Runtime: StringBuilder.AppendJoin (appending lists to StringBuilder)

Created on 24 Sep 2015  路  55Comments  路  Source: dotnet/runtime

Background

Let's say you want to build a string that contains a separated list (e.g. list of filenames, messages, or anything else).

If it is the only thing you want, you can use string.Join. However what if you want to append something else? If you Concat with the result of string.Join, that means that you unnecessarily allocated an intermediate joined string, which can be rather large (depending on the original collection).

On the other hand, StringBuilder would require something like:

var builder = new StringBuilder("Names: ");
for (var i = 0; i < names.Length; i++) {
    if (i > 0) { // this becomes even more involved if `names` is `IEnumerable`
        builder.Append(", ");
    }
    builder.Append(names[i]);
}

That can be abstracted into an extension method, however I believe that extension would be general and useful enough to benefit from being in NetFX.

API Design

(updated based on API review, second pass -- see https://github.com/dotnet/corefx/issues/3419#issuecomment-273254581)

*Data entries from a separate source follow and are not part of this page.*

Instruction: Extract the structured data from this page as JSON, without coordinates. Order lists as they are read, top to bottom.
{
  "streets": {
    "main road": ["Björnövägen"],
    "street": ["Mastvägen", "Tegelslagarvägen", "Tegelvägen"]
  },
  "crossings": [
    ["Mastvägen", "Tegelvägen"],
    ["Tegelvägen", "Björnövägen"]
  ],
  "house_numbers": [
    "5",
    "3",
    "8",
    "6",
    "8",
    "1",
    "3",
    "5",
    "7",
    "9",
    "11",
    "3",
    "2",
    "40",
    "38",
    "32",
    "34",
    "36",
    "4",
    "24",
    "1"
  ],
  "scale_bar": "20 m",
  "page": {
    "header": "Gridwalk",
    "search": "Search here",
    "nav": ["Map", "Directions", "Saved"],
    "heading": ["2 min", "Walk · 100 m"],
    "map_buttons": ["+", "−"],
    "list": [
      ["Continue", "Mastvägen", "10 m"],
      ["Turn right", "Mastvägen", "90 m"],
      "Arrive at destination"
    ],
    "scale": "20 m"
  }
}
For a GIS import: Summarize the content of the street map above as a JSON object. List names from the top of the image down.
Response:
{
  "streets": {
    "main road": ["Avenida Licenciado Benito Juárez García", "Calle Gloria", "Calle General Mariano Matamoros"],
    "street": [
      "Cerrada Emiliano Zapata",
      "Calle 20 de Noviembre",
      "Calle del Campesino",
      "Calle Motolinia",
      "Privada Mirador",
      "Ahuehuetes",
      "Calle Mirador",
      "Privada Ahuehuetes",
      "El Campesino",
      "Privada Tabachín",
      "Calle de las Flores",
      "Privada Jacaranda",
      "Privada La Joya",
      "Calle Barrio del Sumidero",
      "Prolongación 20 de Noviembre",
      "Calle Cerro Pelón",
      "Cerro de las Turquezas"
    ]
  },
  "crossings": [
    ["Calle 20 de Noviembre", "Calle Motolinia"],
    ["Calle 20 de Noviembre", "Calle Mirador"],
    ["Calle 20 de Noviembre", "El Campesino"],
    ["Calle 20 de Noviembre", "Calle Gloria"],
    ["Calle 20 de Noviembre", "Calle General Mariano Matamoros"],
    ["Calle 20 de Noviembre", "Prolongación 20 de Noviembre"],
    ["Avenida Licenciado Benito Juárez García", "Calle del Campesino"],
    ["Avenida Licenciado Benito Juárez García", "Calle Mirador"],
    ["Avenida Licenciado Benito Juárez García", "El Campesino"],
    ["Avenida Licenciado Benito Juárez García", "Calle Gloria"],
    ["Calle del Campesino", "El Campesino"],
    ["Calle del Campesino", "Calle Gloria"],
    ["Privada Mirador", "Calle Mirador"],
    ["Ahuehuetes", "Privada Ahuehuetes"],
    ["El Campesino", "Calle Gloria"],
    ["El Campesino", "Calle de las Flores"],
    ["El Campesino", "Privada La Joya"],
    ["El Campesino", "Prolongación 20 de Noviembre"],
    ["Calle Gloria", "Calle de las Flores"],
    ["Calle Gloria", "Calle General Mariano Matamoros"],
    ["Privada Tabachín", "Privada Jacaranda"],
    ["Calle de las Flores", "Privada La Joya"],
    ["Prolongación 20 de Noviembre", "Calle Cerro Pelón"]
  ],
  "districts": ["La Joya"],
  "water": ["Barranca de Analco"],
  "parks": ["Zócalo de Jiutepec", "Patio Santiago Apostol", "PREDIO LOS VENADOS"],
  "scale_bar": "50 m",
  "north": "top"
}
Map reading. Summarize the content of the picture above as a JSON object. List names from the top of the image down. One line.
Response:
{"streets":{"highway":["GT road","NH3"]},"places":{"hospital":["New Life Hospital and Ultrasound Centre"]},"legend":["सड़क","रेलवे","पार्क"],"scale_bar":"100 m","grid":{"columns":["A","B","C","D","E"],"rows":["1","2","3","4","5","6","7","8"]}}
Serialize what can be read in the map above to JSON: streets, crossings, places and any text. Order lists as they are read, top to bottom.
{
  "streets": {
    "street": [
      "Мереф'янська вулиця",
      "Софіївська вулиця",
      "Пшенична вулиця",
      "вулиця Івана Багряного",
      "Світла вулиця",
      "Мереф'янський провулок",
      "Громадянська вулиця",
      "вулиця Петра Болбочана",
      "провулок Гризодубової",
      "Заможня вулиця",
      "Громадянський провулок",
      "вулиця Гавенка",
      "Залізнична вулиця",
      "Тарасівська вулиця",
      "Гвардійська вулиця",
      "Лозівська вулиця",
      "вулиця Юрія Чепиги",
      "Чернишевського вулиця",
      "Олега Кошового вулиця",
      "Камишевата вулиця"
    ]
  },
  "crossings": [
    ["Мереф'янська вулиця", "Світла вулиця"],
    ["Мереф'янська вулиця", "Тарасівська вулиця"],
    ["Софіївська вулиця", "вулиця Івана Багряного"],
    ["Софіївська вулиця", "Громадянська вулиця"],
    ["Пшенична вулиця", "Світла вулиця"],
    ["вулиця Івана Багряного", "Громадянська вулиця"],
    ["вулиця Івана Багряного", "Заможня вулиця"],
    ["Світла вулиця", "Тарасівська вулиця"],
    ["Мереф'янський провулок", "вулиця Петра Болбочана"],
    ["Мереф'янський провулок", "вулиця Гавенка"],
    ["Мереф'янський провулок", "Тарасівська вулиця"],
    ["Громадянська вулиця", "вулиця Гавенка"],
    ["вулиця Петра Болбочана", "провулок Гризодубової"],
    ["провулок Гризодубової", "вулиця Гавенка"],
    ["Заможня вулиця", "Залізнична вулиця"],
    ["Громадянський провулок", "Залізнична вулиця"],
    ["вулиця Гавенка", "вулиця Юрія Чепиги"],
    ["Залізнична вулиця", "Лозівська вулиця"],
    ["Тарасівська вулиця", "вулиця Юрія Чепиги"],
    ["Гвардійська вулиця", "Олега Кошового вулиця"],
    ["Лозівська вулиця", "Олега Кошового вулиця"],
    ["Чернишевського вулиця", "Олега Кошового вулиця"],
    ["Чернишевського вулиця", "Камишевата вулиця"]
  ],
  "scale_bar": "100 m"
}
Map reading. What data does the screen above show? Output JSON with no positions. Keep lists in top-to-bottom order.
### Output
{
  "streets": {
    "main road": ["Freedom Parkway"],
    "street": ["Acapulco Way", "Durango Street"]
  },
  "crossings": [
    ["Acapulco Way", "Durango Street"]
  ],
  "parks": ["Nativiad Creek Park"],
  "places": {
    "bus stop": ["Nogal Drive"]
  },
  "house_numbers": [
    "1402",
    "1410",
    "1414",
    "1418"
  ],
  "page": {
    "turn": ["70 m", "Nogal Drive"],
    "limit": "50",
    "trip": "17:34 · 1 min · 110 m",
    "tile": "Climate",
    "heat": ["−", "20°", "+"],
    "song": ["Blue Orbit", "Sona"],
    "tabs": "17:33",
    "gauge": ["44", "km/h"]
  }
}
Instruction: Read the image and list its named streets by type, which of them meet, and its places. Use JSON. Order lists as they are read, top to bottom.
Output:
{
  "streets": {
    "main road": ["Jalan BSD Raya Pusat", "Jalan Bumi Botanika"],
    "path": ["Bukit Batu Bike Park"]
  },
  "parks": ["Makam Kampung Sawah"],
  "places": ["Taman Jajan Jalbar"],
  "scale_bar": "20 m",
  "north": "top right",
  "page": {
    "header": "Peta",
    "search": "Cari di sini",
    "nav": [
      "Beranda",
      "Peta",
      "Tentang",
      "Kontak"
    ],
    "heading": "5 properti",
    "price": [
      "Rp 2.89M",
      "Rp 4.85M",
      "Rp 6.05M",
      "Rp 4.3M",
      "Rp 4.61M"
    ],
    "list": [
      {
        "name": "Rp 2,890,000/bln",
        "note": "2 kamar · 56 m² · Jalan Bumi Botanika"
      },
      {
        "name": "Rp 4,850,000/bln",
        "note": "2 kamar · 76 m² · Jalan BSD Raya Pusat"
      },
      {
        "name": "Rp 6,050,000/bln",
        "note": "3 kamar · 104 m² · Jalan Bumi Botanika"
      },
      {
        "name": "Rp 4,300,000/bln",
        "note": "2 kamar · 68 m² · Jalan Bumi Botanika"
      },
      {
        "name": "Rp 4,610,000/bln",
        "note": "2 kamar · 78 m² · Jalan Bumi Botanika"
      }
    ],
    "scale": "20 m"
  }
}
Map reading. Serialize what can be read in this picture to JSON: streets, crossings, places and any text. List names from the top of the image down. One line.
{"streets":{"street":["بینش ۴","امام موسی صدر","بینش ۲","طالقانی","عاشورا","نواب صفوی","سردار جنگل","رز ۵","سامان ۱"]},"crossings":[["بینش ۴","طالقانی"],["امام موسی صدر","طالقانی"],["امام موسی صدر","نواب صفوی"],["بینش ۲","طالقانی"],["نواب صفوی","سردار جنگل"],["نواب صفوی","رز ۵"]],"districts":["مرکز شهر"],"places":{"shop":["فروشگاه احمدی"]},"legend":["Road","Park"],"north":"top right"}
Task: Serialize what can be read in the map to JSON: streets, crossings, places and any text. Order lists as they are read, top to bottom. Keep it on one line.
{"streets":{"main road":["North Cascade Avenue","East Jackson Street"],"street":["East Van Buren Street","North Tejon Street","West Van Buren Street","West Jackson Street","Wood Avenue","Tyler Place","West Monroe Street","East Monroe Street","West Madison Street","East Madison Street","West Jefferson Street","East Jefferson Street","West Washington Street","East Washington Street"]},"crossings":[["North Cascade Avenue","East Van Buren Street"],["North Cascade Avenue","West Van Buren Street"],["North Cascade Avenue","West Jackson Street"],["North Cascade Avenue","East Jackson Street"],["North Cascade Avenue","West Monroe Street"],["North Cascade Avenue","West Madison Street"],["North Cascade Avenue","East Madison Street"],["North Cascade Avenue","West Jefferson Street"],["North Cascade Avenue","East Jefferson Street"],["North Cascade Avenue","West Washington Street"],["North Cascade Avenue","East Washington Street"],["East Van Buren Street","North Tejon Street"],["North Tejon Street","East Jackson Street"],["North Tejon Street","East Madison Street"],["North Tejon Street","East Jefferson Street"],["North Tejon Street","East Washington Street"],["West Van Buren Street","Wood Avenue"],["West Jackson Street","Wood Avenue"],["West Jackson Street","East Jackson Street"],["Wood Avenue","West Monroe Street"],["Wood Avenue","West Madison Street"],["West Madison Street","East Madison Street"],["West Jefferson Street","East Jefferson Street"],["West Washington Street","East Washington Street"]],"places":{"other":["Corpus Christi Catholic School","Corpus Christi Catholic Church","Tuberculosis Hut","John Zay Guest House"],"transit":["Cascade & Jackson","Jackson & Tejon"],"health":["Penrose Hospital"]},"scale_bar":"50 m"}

public class StringBuilder {
    public StringBuilder AppendJoin(string separator, params object[] values);
    public StringBuilder AppendJoin<T>(string separator, IEnumerable<T> values);
    public StringBuilder AppendJoin(string separator, params string[] value);

    public StringBuilder AppendJoin(chat separator, params object[] values);
    public StringBuilder AppendJoin<T>(char separator, IEnumerable<T> values);
    public StringBuilder AppendJoin(char separator, params string[] value);

    // string.Join overloads NOT taken:
    //public StringBuilder AppendJoin(string separator, IEnumerable<string> values);
    //public StringBuilder AppendJoin(string separator, string[] values, int startIndex, int count);
    //public StringBuilder AppendJoin(char separator, IEnumerable<string> values);
    //public StringBuilder AppendJoin(char separator, string[] values, int startIndex, int count);
    // REJECTED in the first API review round:
    //public StringBuilder AppendJoin<T>(string separator, T[] values, int startIndex, int count);
    //public StringBuilder AppendJoin<T>(string separator, params T[] values);
    //public StringBuilder AppendJoin<T>(char separator, params T[] values);
}

Note: Motivation for the API approval update is described in https://github.com/dotnet/corefx/issues/3419#issuecomment-273254581 -- adjusting to follow proven working form of 'string.Join', correctly working with most-used overload calls - see usage example in https://github.com/dotnet/corefx/issues/5552#issuecomment-268395367.

Compatibility

Potential source-level issue if someone is already using an extension method with the same name.

api-approved area-System.Runtime up-for-grabs wishlist

All 55 comments

@terrajobst could you take a look please

The proposed APIs seem quite sensible to me and are following the spirit of StringBuilder: avoiding unnecessary allocations of strings.

@weshaggard @KrzysztofCwalina @vancem Thoughts?

It is a nice convenience function. My only comment is whether the API should be generic or not (currently StringBuilder has no generic methods) You could certainly imagine it take IEnumerable or even IEnumerable.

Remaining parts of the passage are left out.